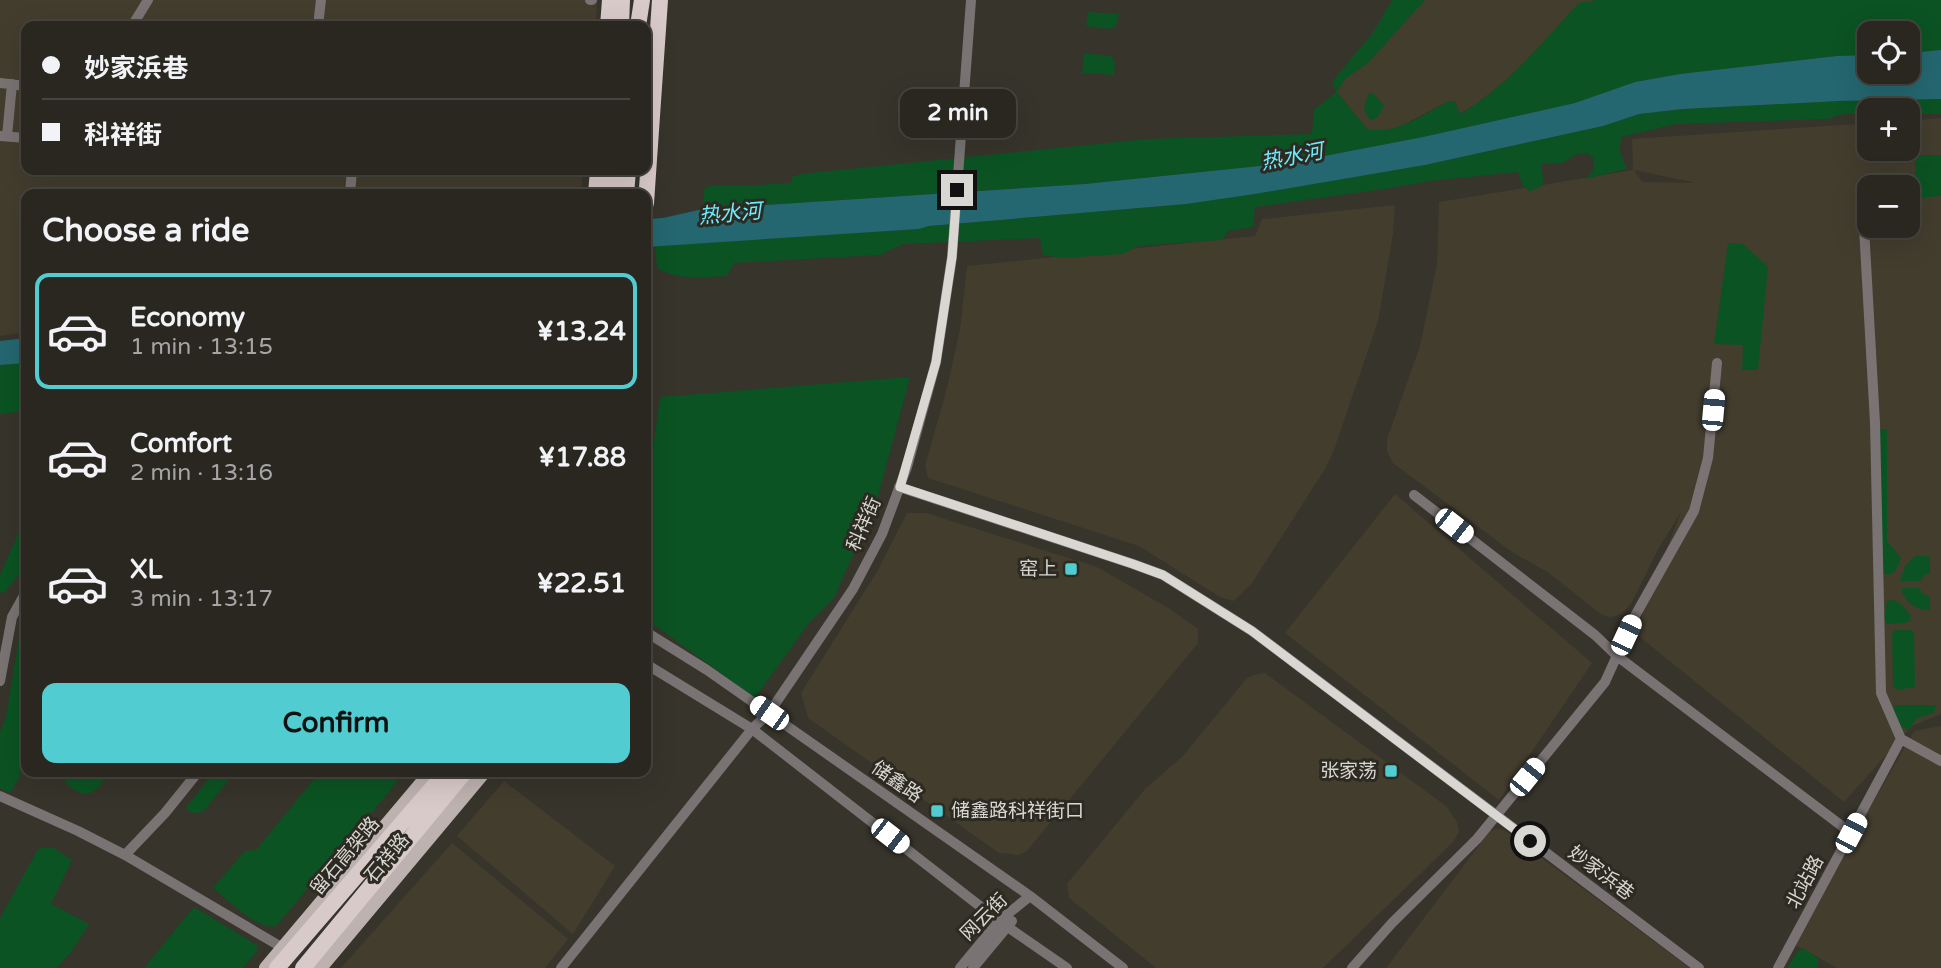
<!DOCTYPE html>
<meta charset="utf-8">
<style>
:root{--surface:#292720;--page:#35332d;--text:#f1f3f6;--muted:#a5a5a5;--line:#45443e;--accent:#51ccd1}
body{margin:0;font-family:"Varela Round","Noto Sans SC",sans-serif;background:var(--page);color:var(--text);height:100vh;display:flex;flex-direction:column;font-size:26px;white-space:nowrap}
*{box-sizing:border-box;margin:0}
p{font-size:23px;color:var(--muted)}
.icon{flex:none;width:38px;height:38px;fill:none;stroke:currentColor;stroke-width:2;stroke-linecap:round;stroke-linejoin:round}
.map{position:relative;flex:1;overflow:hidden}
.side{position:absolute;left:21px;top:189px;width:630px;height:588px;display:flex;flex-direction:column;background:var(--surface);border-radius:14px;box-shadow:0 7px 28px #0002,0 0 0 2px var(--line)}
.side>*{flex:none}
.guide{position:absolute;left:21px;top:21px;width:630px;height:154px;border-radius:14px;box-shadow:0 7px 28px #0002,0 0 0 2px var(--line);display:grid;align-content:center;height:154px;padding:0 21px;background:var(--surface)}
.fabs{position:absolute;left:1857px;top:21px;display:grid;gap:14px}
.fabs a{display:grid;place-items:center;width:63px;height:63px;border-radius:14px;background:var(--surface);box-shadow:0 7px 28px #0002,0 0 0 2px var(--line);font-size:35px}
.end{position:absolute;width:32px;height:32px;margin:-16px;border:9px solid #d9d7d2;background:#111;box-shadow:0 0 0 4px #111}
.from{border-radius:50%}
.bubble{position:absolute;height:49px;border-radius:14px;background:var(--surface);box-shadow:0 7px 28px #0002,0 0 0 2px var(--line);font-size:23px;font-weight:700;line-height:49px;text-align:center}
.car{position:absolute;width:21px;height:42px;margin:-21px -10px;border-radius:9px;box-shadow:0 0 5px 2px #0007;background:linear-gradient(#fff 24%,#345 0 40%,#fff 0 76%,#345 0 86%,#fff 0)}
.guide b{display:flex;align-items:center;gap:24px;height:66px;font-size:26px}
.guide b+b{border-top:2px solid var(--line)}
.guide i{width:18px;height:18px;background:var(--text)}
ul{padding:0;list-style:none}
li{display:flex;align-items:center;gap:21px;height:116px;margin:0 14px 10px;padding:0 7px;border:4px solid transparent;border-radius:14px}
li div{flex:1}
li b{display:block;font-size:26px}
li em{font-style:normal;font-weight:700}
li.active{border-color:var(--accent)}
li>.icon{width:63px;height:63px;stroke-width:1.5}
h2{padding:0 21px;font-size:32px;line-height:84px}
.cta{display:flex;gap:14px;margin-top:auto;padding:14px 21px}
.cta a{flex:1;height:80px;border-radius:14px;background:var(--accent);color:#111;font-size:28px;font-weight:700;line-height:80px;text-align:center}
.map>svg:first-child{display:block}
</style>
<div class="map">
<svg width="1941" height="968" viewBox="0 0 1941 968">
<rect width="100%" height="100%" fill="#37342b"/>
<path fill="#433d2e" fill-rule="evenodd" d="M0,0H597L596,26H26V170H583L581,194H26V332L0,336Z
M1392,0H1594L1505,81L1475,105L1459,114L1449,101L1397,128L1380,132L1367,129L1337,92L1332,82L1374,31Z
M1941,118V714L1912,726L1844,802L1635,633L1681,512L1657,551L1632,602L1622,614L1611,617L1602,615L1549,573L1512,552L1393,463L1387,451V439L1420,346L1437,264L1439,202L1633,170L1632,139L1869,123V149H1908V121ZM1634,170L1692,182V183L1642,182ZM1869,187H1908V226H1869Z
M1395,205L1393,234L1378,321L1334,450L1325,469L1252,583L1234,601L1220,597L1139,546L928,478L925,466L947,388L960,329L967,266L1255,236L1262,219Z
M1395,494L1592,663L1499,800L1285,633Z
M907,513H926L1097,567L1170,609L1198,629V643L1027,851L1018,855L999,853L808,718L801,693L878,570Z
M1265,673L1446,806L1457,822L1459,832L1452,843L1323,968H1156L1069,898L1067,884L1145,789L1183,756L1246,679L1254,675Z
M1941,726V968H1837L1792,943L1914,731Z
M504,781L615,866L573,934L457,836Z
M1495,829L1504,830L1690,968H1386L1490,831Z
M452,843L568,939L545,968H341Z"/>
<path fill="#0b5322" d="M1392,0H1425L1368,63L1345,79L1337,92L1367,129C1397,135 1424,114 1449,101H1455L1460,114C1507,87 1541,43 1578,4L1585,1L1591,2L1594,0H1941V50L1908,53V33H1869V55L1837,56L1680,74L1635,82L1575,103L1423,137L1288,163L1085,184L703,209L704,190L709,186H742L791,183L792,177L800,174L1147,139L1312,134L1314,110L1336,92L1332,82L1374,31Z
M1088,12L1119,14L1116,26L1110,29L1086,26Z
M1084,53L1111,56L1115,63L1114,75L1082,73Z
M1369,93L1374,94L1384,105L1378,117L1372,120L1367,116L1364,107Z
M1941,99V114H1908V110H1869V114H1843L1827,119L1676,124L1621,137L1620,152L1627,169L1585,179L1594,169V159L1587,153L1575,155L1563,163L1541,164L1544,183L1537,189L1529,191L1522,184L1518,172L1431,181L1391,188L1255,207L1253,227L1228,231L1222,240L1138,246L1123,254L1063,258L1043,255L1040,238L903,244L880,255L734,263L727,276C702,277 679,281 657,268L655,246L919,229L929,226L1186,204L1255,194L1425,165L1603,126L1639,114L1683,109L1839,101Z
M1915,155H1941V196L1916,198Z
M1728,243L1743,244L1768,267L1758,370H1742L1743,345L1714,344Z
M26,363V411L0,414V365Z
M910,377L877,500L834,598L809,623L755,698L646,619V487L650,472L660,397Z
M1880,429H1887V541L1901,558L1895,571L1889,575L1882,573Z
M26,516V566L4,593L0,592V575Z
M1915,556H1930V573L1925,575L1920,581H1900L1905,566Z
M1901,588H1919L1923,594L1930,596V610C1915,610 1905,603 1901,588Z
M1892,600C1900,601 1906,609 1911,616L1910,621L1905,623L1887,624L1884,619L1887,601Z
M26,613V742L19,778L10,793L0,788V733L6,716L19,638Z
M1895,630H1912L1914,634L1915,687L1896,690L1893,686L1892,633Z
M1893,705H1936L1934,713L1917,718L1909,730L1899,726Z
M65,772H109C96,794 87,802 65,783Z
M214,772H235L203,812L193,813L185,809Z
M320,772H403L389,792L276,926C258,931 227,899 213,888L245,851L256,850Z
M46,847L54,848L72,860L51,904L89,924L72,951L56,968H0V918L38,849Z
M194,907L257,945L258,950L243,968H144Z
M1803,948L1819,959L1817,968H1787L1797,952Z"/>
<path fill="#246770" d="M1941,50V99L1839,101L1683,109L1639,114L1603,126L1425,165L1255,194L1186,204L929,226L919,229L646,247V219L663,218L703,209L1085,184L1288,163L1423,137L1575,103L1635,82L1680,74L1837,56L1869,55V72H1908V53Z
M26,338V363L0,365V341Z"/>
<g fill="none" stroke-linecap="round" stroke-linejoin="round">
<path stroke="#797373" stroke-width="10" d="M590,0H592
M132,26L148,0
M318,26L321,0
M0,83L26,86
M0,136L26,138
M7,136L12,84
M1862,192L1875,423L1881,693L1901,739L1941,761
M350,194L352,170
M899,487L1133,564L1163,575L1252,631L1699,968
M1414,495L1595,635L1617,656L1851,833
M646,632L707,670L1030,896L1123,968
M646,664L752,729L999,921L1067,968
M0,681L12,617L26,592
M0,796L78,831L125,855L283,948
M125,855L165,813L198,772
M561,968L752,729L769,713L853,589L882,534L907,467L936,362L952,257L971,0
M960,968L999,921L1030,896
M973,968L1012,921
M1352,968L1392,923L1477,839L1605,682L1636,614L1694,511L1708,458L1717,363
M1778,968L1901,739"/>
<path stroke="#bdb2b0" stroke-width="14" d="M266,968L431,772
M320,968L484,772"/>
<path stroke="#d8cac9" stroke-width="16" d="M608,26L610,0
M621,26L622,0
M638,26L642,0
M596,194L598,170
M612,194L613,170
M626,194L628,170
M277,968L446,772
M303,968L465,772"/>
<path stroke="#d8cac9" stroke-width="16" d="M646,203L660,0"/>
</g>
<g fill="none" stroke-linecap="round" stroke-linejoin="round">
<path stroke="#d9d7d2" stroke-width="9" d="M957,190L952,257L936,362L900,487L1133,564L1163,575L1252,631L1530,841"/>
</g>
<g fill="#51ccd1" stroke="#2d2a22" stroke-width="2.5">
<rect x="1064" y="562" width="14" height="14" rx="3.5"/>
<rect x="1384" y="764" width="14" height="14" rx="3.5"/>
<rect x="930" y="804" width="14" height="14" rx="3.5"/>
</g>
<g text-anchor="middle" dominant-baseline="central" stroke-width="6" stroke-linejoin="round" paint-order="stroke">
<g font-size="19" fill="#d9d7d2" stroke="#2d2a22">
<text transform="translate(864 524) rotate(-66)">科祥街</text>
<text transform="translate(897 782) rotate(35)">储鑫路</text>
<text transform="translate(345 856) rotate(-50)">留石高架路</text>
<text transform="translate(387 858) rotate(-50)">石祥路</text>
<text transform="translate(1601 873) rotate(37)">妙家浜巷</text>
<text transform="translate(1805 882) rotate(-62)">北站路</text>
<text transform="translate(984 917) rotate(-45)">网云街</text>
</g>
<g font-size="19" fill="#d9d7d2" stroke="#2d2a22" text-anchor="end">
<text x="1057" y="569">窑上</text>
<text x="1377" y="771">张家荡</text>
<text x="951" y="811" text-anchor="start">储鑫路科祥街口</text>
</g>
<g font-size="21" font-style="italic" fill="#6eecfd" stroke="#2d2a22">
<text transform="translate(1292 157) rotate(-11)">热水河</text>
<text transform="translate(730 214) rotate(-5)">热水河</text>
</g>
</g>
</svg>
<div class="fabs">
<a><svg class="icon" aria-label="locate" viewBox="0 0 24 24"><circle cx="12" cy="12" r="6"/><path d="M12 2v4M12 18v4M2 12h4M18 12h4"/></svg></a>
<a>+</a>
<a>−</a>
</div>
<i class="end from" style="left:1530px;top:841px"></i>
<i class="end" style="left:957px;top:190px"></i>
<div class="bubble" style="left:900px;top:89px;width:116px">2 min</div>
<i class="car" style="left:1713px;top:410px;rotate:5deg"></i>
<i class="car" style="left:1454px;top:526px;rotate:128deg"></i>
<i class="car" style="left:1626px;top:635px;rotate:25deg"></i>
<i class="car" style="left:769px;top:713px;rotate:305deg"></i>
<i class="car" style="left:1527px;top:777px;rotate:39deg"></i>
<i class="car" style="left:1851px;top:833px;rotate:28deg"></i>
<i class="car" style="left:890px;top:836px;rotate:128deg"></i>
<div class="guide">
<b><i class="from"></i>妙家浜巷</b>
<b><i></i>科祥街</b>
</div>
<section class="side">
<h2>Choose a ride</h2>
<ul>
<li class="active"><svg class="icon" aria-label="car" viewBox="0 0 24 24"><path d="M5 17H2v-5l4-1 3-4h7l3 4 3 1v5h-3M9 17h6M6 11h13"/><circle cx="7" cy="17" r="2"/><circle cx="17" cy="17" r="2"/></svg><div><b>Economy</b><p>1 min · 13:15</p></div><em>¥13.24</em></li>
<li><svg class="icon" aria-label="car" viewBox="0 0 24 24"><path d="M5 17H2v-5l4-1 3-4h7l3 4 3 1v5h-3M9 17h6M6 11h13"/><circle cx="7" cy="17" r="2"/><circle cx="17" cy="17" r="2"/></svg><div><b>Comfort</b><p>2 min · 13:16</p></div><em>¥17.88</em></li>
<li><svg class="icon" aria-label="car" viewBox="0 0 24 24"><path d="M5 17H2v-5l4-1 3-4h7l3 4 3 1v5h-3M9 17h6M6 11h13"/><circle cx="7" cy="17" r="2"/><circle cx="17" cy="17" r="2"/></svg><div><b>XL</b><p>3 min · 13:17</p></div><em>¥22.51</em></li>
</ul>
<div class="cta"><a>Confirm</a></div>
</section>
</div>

------------------------------------------------------------------------

Aim of the task =>
After reading the material above, state how many of its lines hold the word "margin". No other output is needed.

Reply to the task =>
6